The study combined use data, onsite and follow-up surveys to gauge the concerns of different user groups, and probe them for ways to solve issues on and along the banks of the river.
Whittaker prefaced the release of his study with the fact that this was a low use year on the river because of a down economy and poor king fishing. An exception to that was high use on the upper river during the first red run in mid-June.
He said that while last year and this coming year might be blips, in the future he would expect to see use to return to levels seen in previous years and likely increase.
Whittaker said that about 68 percent of those surveyed indicated they would never support use limits or that they are not needed now, 20 percent said they might and 10 percent said limits were needed immediately.
Those who did support limits generally supported limiting other user groups, but not themselves.
"There's no reason to demonize this," Whittaker said, "This is just reasonable self-interest."
He highlighted that there was strong support among non-guided users to cap boat numbers as well as the number of guided anglers.
Whittaker said survey takers were resistant to offer estimates for what a cap should be, but the numbers that were offered mirrored averages seen during high use periods.
Guides are already capped on the most popular segment of the upper Kenai.
Support for an all user registration system was also weak according to Whittaker, largely because survey takers said they feared it might lead to a cap in the future.
He explained that the topic of limiting remains a volatile one and suggested it may not be the easiest route to go.
"Concern over overuse continues, but the fix is not politically simple," he said.
He stressed that any fix would have to be equitable to meet the needs of multiple user groups that are often in competition with each other.
The study showed continued fractionalization for other types of fixes, with majority support for education and regulation actions related to boating safety. Actions might include no wake zones, driving lanes, a mandatory test or requirements for wearing personal flotation devices.
Whittaker said that among the user groups however, power boaters support for these measures was generally weak, except that powerboat guides indicated they supported requiring operators to pass a written test for a Kenai boating license.
Among drift boaters as well as bank anglers, support for additional drift only days on the lower or middle river was high. Not surprisingly, most power boaters were opposed to the idea.
While there was little consensus on when or where, there were indications that users might be willing to compromise with specific drift only days for specific segments of river.
Whittaker said redistributing users would be difficult, as anglers tend to flock towards areas where other anglers are having success.
"You can't keep them away from each other," he said.
Conflicts between guides and non-guided anglers were also addressed as part of the study.
Results showed that some guides could be aggressive and that the number of guided boats can detract from users' experiences.
While user group partisanship was evident in many of the responses, support for building new launches on the lower river and improving launches on all sections was high among all groups.
Whittaker cautioned however, that sometimes improvement and developments could lead to degradation of a resource through overuse.
He described the pressure on the river as "relentless" and that as the state's population continues to grow, paired with increased tourist visitation, it will only increase.
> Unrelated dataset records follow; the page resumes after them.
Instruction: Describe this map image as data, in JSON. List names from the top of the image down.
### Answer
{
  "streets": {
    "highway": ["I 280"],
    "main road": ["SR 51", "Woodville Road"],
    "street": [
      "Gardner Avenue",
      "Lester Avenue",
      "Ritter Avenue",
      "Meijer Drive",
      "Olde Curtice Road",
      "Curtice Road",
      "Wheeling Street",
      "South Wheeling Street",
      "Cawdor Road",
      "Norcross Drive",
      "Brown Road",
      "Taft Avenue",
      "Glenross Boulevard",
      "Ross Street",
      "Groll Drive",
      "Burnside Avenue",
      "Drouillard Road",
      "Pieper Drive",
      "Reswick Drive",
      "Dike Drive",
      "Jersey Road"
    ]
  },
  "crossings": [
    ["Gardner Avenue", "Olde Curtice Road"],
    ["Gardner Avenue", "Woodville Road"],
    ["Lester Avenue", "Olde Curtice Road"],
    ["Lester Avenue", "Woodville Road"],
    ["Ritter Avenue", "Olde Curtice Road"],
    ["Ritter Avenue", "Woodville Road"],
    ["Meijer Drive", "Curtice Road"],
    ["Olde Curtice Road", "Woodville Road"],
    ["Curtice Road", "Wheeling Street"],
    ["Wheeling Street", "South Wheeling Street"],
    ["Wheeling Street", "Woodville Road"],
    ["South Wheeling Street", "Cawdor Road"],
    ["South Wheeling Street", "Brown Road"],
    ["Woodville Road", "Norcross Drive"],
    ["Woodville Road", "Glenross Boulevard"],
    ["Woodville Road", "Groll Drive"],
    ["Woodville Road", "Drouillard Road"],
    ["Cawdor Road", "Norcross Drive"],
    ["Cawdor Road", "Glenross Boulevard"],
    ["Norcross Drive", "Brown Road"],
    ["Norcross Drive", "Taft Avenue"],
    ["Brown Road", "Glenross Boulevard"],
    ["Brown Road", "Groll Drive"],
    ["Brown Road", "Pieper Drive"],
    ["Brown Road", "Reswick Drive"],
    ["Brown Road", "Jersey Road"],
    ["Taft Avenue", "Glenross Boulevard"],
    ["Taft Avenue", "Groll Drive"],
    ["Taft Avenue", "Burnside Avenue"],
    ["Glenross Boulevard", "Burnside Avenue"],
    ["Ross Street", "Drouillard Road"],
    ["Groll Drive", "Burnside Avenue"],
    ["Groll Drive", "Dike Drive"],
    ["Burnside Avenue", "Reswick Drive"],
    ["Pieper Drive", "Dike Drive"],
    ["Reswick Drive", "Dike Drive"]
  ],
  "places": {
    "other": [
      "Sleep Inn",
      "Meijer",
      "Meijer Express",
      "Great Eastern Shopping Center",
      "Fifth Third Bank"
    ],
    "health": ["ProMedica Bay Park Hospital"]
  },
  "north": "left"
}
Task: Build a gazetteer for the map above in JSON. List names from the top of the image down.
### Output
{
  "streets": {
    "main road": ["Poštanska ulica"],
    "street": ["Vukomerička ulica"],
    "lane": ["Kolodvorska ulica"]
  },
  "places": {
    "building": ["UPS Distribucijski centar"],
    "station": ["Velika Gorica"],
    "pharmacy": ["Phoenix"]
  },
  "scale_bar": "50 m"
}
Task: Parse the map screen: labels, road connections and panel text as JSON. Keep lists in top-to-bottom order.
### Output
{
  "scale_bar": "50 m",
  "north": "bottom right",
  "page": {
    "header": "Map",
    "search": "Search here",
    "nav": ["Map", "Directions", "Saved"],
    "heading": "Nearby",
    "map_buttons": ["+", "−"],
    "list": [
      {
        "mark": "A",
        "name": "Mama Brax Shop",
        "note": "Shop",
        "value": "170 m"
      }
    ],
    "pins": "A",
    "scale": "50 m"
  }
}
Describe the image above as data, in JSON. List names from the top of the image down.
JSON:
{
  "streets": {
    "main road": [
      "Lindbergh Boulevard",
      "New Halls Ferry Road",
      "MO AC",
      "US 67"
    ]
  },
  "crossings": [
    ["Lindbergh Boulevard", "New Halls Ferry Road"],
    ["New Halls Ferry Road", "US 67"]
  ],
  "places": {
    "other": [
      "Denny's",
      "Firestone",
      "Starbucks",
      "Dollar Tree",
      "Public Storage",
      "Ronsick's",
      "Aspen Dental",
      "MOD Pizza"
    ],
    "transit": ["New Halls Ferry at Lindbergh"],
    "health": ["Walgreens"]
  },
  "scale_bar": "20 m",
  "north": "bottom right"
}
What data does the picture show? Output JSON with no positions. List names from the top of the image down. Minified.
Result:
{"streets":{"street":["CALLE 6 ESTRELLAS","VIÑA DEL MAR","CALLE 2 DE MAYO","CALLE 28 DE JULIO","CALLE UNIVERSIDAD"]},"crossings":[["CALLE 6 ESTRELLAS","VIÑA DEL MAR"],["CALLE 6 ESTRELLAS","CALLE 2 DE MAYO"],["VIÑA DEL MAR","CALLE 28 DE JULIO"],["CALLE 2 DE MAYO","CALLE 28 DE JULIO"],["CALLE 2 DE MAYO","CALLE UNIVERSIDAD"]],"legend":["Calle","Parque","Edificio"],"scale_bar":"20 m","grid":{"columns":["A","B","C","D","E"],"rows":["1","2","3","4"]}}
He said managers have a suite of options for addressing problems, though some options are easier than others.
"The big looming picture is what else can you do to reduce impact in high use years, and those things are limits, and that's politically hard," he said. "It's going to be a lot of work involved if they try those things."
Whittaker anticipates having a draft of the report for agency review in late March.
He said he expects the division to use the final study by overlaying it with other recent reports on different issues facing the river, ultimately integrating it into the division's plan for the waterway.
"The worst thing from our point of view is when someone lets choices happen by default, not be design," he said. If you don't ever manage use, you get a place that changes over time, but you're not controlling that change. The point of these studies is to think about what your choices are."